# Minx & Brooke in lilac



## mychisangel (May 6, 2005)

Some pics of Minx and Brooke in their new lilac polar fleece tops. I like them because they have a zip on the back (with a flap underneath) and they are so easy to get on and off. It's a gorgeous mid winter sunny day here today so I guess they could have done with sunshades in the outdoor shot.


----------



## Ruby's Ma (Jun 15, 2004)

GORGEOUS pics, GORGEOUS girls  What more could you want?  Love those sweethearts! They gotta have a playdate with Ruby sometime! Love the tops too


----------



## SunnyFLMum (Apr 21, 2005)

Gorgeous girls!! I love their tops!!!


----------



## Vanessa (May 16, 2005)

I love those pics in their new tops. They look so stylish. They are soooo.. cute.


----------



## colleen13 (Jul 10, 2004)

they are absolutely beautiful!!!


----------



## MyOwen (Mar 15, 2005)

Beautiful gals.. just gorgeous


----------



## xx-nathalie-xx (Jan 10, 2005)

they are both stunning !! i love their vests :wave: 

kisses nat


----------



## fizzy n kirbys mum (Jan 17, 2005)

your girls are so wonderful , they look great in thier tops  

I just wanna hug them .. 

( You take the most wonderful , great quality photos )


----------



## nabi (Nov 25, 2004)

Absolutely beautiful........love their tops...such a great color on them...
Winters day????LOL Where's the snow and the howling winds ???


----------



## chihuahua-lady (Apr 13, 2005)

awwww what great tops your chis are to cute


----------



## OzzyAndLilysMom (Mar 9, 2004)

oh bless it really is their colour


----------



## Iamafairy (Jan 26, 2005)

So so so so cute


----------



## Mia's Mom (Jan 25, 2005)

What great shots of them!! Love the tops, too!!


----------



## MYCHIBABY (Apr 26, 2005)

Adorable!


----------



## kiwi love (Jun 30, 2004)

Absolutely stunning :flower: . Thats really their color.

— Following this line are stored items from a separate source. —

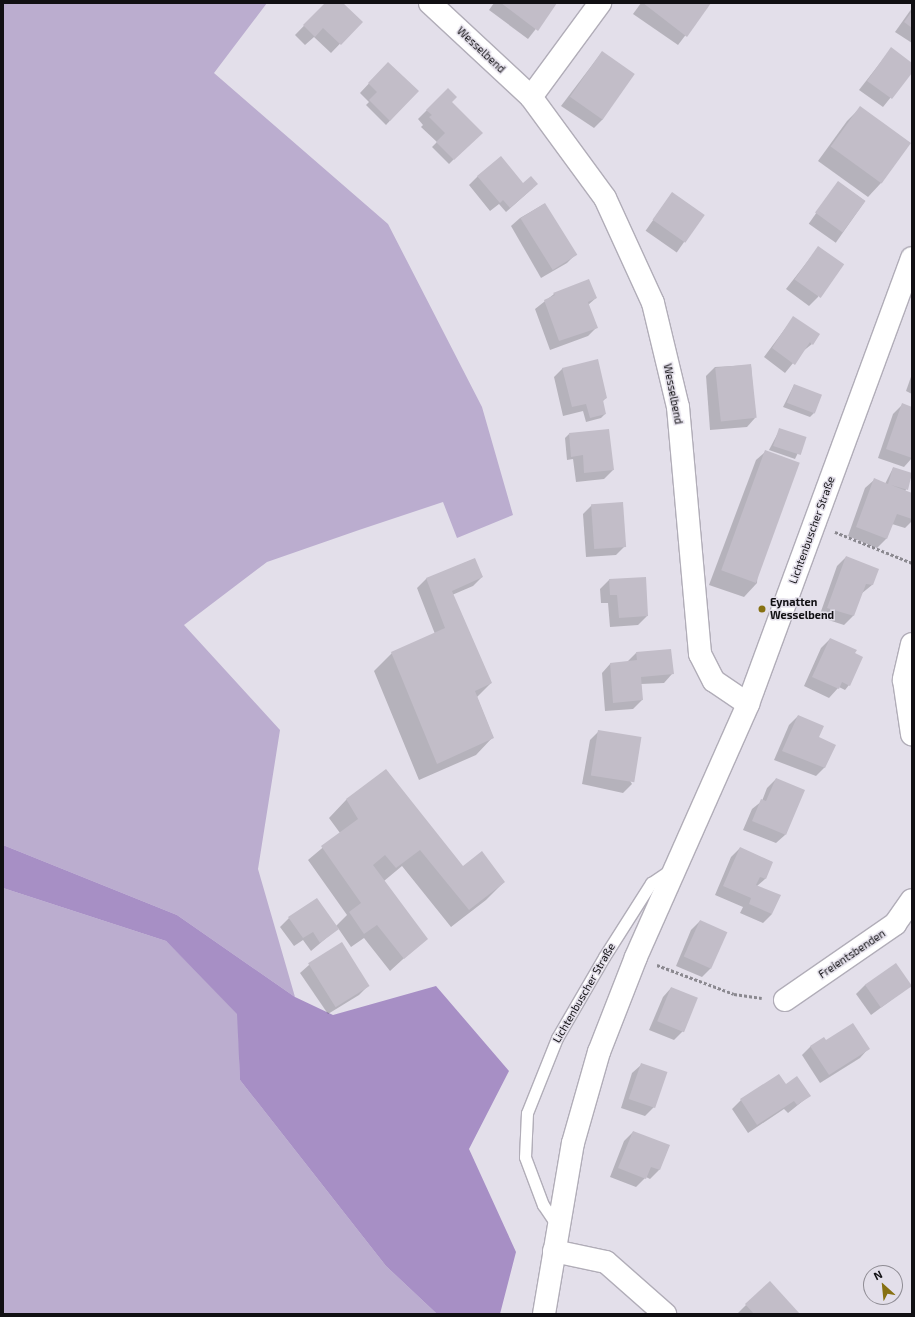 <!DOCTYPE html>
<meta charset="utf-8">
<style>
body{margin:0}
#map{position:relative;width:915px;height:1317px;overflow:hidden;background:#e3dfea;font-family:"Exo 2",sans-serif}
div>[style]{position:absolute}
.green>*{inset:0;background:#bbadcf}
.forest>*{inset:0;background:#a78fc5}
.shadow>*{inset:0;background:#0003;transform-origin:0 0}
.building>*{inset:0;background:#c2bdc8;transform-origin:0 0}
.path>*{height:2.5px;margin-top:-1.25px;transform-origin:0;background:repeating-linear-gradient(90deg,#8b8990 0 3px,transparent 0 5px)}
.roads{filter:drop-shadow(1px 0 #b1adb8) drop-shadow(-1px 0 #b1adb8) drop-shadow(0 1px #b1adb8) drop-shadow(0 -1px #b1adb8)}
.service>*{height:11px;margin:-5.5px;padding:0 5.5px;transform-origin:5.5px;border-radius:5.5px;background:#fff}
.minor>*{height:22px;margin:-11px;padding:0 11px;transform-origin:11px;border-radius:11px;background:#fff}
.tertiary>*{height:22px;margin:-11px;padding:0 11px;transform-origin:11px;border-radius:11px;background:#fff}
.dots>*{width:11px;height:11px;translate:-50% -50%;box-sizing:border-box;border:2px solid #e3dfea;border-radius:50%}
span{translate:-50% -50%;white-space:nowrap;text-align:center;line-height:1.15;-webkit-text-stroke:3px #e3dfea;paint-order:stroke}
.street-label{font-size:11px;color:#111013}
.poi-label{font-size:11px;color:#111013;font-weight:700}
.left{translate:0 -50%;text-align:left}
.frame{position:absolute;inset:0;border:4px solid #111013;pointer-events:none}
.north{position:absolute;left:863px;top:1265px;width:40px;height:40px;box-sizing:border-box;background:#e3dfea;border:1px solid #8f8c94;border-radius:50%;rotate:333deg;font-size:11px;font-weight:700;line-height:16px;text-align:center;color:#111013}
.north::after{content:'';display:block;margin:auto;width:14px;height:18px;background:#877112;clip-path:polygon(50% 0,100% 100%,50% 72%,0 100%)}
</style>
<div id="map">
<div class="green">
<div style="clip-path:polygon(3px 3px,267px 3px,214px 73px,388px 224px,482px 407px,513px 515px,457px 538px,443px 502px,359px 530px,267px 562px,184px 625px,280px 730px,258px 869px,295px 997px,177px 915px,3px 845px)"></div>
<div style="clip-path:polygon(3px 888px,166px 941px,238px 1014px,240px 1080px,386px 1266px,437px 1314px,3px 1314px)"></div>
</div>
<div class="forest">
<div style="clip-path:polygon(3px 845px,177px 915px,295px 997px,333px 1015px,436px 986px,509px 1071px,469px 1149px,516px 1252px,500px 1314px,437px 1314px,386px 1266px,240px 1080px,237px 1014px,166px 941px,3px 888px)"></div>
</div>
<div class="shadow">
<div style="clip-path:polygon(326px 3px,341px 3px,361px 22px,331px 53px,314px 37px,305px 45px,295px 35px)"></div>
<div style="clip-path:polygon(494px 3px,556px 3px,528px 39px,489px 10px)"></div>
<div style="clip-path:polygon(641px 3px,710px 3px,678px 45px,633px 14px)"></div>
<div style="clip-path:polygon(912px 8px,912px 43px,895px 32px)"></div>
<div style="clip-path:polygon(891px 49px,912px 65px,912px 71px,883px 107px,859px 90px)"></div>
<div style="clip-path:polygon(602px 52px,603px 119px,594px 128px,561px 106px)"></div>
<div style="clip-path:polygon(388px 63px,397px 113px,386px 125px,366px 105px,369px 102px,360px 93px)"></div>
<div style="clip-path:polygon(448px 89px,454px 159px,449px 164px,432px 147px,437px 142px,421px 127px,423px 125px,418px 119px)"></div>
<div style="clip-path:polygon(860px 108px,910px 143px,881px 183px,868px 197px,818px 161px,847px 121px)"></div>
<div style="clip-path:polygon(478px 176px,518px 186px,533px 188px,506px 212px,499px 204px,490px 211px,469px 185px)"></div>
<div style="left:838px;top:182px;width:33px;height:51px;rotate:35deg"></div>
<div style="left:672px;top:193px;width:38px;height:46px;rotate:35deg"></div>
<div style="clip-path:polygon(544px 204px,576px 254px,567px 263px,541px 278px,511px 226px,520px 218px)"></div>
<div style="clip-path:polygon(818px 248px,818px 297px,809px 306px,786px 289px)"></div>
<div style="clip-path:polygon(589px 281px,596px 298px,588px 305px,597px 327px,588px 336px,550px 350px,535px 309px,554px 294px)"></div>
<div style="clip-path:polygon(793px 318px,812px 344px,802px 352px,785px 373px,764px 357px)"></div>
<div style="clip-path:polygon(751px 365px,755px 418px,747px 427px,710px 430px,706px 376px,715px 367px)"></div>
<div style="clip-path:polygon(563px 368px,606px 398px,602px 402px,605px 414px,601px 418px,586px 422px,583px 411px,563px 416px,554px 377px)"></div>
<div style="clip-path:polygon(912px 374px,912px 394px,906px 391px)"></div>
<div style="clip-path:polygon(794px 385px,815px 412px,810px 417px,783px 407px)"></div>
<div style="clip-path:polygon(902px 405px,912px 408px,912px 458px,904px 467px,878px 458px,893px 414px)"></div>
<div style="clip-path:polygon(780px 429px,805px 438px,795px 459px,769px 450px)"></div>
<div style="clip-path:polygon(569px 434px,613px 470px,604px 479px,576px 482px,573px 459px,567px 460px,565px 438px)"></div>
<div style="clip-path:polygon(765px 452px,757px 583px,744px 597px,709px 585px,756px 460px)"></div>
<div style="clip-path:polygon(893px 468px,912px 474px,905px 492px,912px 494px,912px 521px,905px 528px,892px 524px,886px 539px,877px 548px,848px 536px,865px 488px,874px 480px,885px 484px)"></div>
<div style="clip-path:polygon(592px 505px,625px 546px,616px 555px,586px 557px,583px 514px)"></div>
<div style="clip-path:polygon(846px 557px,878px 570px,872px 585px,861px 594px,853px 616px,844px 625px,819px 617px,837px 566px)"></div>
<div style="clip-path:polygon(474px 559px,482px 577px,473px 586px,452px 595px,491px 683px,477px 697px,493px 737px,476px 755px,419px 780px,374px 671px,392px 653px,435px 634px,417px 588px,426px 579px)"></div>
<div style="clip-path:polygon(645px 578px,647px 616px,638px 625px,610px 627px,608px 603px,601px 603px,600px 589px,609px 580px)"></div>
<div style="clip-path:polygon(830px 639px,849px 685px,845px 690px,839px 687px,829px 698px,804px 686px,821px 648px)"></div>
<div style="clip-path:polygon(636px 653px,672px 674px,664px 683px,641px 684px,642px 700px,633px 709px,605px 711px,602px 673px,610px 664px,627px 662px)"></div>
<div style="clip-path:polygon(798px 716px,818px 738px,825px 767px,816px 776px,774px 760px,789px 725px)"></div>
<div style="clip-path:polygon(599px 731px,632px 784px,623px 793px,582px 784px,590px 740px)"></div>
<div style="clip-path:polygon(386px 770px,462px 868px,504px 882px,486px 900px,451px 927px,402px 866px,384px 881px,426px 938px,390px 971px,364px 938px,351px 947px,338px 928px,311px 951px,303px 940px,294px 946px,280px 927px,289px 918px,336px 926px,347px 915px,308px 860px,340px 833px,329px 818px,346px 800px)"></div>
<div style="clip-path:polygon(776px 779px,785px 835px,776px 843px,743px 830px,752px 809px,762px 801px,767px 788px)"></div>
<div style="clip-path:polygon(740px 848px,772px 862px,765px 879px,757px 886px,772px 914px,763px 923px,740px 913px,743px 907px,715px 895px,731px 857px)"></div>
<div style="clip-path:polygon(700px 921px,711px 968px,702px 977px,676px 966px,691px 930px)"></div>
<div style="clip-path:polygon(342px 944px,368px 986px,359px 995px,328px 1014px,300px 973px,309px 965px)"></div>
<div style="clip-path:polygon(865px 985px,910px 986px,871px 1015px,856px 994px)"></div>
<div style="clip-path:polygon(671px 988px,696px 999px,683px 1031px,674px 1040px,649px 1030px,663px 997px)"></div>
<div style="clip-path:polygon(826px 1042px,868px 1049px,860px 1058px,820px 1083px,802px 1055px,811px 1046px)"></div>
<div style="clip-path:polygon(641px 1065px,666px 1073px,654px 1107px,645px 1116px,621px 1108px,632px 1073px)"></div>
<div style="clip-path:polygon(786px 1085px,809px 1096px,788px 1113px,784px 1109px,748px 1133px,732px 1109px,741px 1100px)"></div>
<div style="clip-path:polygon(633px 1132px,669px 1146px,659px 1170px,650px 1179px,646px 1177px,636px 1187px,610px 1177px,624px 1141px)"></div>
<div style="clip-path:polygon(746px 1305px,799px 1314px,737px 1314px)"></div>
</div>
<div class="building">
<div style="clip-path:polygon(325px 3px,343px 3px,363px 22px,341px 45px,323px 28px,315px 37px,303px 25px)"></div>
<div style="clip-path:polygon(501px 3px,557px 3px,538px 31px)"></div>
<div style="clip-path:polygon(643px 3px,711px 3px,687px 37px)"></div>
<div style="clip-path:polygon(912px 11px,912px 28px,904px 22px)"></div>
<div style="clip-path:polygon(891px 47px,912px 63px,912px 73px,892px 99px,867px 81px)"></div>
<div style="left:602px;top:51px;width:40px;height:56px;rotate:35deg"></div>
<div style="clip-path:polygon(388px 62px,419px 91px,390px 121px,369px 100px,377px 92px,368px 83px)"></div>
<div style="clip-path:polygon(448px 88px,457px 97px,452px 102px,483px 133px,454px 160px,436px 142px,445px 133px,429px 117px,432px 115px,426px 110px)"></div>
<div style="left:860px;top:106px;width:63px;height:50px;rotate:36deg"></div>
<div style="clip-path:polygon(501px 156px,523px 183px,531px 176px,538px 184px,510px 208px,503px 200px,500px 203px,477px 176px)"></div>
<div style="left:838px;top:181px;width:34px;height:39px;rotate:36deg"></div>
<div style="left:672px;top:192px;width:40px;height:34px;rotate:35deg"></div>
<div style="left:545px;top:203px;width:61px;height:29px;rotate:58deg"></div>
<div style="left:818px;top:246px;width:32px;height:41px;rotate:35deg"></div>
<div style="clip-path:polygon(589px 279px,597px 298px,588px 302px,598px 328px,559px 341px,544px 300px,555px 295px,553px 293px)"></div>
<div style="clip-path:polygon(793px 316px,820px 334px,813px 345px,810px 342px,795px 365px,772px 348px)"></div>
<div style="clip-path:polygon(598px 359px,607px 398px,603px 400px,606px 414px,590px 418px,586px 404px,572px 407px,562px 368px)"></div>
<div style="left:751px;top:364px;width:54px;height:36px;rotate:84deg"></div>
<div style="left:794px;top:384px;width:30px;height:20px;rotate:21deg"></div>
<div style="clip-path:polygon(902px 403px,912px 407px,912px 458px,886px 449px)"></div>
<div style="left:779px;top:428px;width:29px;height:19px;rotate:18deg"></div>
<div style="clip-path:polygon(609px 429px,614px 470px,584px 473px,583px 455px,571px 457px,569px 433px)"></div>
<div style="left:765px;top:450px;width:37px;height:128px;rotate:20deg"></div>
<div style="clip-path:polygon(893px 467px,912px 473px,908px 490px,891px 485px,912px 493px,912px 519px,897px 514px,887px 539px,856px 527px,874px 478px,888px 484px)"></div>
<div style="left:623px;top:502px;width:45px;height:32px;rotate:86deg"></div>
<div style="clip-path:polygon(846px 556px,879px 569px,873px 585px,866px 584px,854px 616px,827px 608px)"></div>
<div style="clip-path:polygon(475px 558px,483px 577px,452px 591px,492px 683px,475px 691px,494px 738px,437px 764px,391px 652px,445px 628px,426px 578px)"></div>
<div style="clip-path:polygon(646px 577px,648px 616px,619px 618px,617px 595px,610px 595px,609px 579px)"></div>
<div style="clip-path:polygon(830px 638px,857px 650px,855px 653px,863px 657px,850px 686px,842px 682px,839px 689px,812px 677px)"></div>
<div style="clip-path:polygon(671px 649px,674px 674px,641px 677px,643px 700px,613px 703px,610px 663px,637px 660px,636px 652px)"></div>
<div style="clip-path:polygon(798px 715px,824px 726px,819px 737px,836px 745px,825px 768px,782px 751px)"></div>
<div style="left:598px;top:730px;width:44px;height:46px;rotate:9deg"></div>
<div style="clip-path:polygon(386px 769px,463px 866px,482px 851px,505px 882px,469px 910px,420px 850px,396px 868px,385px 855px,373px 865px,428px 939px,404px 959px,377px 925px,364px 934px,349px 912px,361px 903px,321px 846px,358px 819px,346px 799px)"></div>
<div style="clip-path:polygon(776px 778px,805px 790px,786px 835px,752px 821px,761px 799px,766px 801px)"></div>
<div style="clip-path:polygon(740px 847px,773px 862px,766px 879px,760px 877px,756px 885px,781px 895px,772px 914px,749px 904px,751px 898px,723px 886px)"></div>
<div style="clip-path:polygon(317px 898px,339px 929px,320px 943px,313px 932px,303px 938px,288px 917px)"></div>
<div style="left:700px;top:920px;width:30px;height:40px;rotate:24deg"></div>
<div style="left:342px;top:942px;width:52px;height:40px;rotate:58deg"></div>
<div style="left:896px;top:963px;width:28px;height:38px;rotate:55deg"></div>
<div style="left:671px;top:987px;width:29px;height:37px;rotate:22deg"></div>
<div style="clip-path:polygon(853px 1023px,870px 1049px,829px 1075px,810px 1046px,824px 1037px,826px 1040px)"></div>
<div style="left:641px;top:1063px;width:28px;height:38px;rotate:19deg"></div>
<div style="clip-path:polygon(779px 1074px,786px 1084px,797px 1076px,811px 1096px,797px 1105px,794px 1101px,757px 1125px,740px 1099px)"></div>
<div style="clip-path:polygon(633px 1131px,670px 1145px,660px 1170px,651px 1167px,646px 1179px,618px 1168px)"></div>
<div style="clip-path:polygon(770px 1281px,800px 1314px,754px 1314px,745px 1304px)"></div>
</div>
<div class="path">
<div style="left:835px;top:532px;width:83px;rotate:21.9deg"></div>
<div style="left:657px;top:965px;width:82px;rotate:20.6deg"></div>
<div style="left:734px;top:994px;width:28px;rotate:8deg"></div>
</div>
<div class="roads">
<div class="service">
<div style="left:558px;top:1227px;width:27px;rotate:-124deg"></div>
<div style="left:543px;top:1205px;width:51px;rotate:-110.6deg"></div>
<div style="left:525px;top:1157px;width:44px;rotate:-87.4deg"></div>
<div style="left:527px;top:1113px;width:81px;rotate:-68.2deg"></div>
<div style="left:557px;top:1038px;width:94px;rotate:-59.9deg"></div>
<div style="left:604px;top:957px;width:88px;rotate:-57.6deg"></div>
<div style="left:651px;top:883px;width:25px;rotate:-34deg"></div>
</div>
<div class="minor">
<div style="left:531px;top:97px;width:117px;rotate:-53.7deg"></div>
<div style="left:912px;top:644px;width:37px;rotate:103deg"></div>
<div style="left:904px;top:680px;width:55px;rotate:81.6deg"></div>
<div style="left:785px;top:1000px;width:134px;rotate:-34.6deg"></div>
<div style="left:895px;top:924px;width:29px;rotate:-55deg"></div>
<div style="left:554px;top:1251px;width:53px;rotate:11.9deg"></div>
<div style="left:606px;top:1262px;width:79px;rotate:41.4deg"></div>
</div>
<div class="tertiary">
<div style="left:430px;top:3px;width:138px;rotate:42.9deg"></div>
<div style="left:531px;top:97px;width:125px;rotate:53.8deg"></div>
<div style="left:605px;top:198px;width:115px;rotate:65.4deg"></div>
<div style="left:653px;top:303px;width:107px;rotate:76.5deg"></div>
<div style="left:678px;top:407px;width:248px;rotate:84.9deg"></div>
<div style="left:700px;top:654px;width:30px;rotate:63deg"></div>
<div style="left:714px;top:681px;width:41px;rotate:34.1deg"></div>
<div style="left:544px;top:1314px;width:173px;rotate:-80.4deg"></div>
<div style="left:573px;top:1143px;width:95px;rotate:-74.1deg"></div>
<div style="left:599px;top:1052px;width:102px;rotate:-68.7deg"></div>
<div style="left:636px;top:957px;width:277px;rotate:-66.1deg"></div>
<div style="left:748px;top:704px;width:475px;rotate:-69.8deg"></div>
</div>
</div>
<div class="dots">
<div style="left:762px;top:609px;background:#877112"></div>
</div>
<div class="street-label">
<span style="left:481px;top:50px;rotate:43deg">Wesselbend</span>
<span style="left:673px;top:394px;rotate:79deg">Wesselbend</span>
<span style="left:812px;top:530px;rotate:-70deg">Lichtenbuscher Straße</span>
<span style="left:852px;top:954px;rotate:-34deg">Freientsbenden</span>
<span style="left:584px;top:993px;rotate:-60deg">Lichtenbuscher Straße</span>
</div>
<div class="poi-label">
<span class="left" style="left:770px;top:609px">Eynatten<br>Wesselbend</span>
</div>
<div class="frame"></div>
<div class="north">N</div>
</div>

Love :love7: all the pics


----------



## luvmydogs (May 13, 2005)

Your girls are beautiful. I love the colors on them. Very stylish.

Leslie


----------



## mychisangel (May 6, 2005)

Fizzys mum said:


> your girls are so wonderful , they look great in thier tops
> 
> I just wanna hug them ..
> 
> ( You take the most wonderful , great quality photos )


Thank you Fizzys mum, that's very encouraging as I must admit to deleting many rejects off my little digital camera when I'm taking pics. :lol:


----------



## mychisangel (May 6, 2005)

nabi said:


> Absolutely beautiful........love their tops...such a great color on them...
> Winters day????LOL Where's the snow and the howling winds ???


LOL We do get plenty of those conditions here in NZ too. Where I am when we have snow it is usually confined to the hills around the region but is accompanied by a bitterly cold southerly wind. Yesterday was exceptional, a still sunny day without the freezing cold frosty morning & night that usually precedes such a day. But I was still in my winter woollies. Today it is cloudy and cold with rain on the way.:lol:


----------



## luv4mygirls (Feb 20, 2005)

what great tops! and they look so pretty in that color!


----------



## Rachael Polachek (Feb 19, 2005)

How beautiful they are! They look extra gorgeous in their lovely lilac vests. Wherever did you get those? I love that you dress them alike.


----------



## CooperChi (Dec 16, 2004)

Those two are such a gorgeous pair!!!  That color is great on them!


----------



## KJsChihuahuas (Jan 6, 2005)

Just stunning!!!! :wink:


----------



## KB (Apr 13, 2004)

Pretty snazzy that would be the chi's and the cute tops! :wink:


----------



## Auggies Mom (Jun 9, 2004)

OMG They are just beautiful babies


----------



## MissMolly (Jan 28, 2005)

WOW!!! They are soooo cute!!!


----------



## mychisangel (May 6, 2005)

Rachael Polachek said:


> How beautiful they are! They look extra gorgeous in their lovely lilac vests. Wherever did you get those? I love that you dress them alike.


Thank you Rachael. :angel10: If my memory serves me right I bought them from a store called Pet Supplies Direct at the Harbourtown outlet stores in Queensland and they cost $20 each (Aust dollars). The website for the manufacturers is www.prestigepetproducts.com.au :love4:


----------



## ilovesadie (Jun 1, 2004)

They are just beautiful!!  That would be cool if you guys got together with Ruby and her momma!


----------



## mychisangel (May 6, 2005)

ilovesadie said:


> They are just beautiful!!  That would be cool if you guys got together with Ruby and her momma!


Thank you. :love4: Yes, I'm looking forward to that, we are in regular contact on msgr (BTW Peta YOU will have to bring YOUR camera and take some pix!). In meantime tho' I'm immersed with family "stuff". Main preoccupation is currently checking out venues and other preliminary wedding plans for daughter no. 2's wedding planned for January 2006.


----------



## sjc (Jan 14, 2005)

They look beautiful in their little lilac Vests!!! Look like little twins!


----------



## mychisangel (May 6, 2005)

Thanks everyone for all your lovely comments. :angel8: :angel1: :love7:


----------



## SC (Oct 15, 2004)

Oh they are so beautiful! Love your siggy too! :wink:


----------



## mychisangel (May 6, 2005)

SC said:


> Oh they are so beautiful! Love your siggy too! :wink:


Thank you. :angel10: Ruby's Ma made my siggy and I love it too. :love4:


----------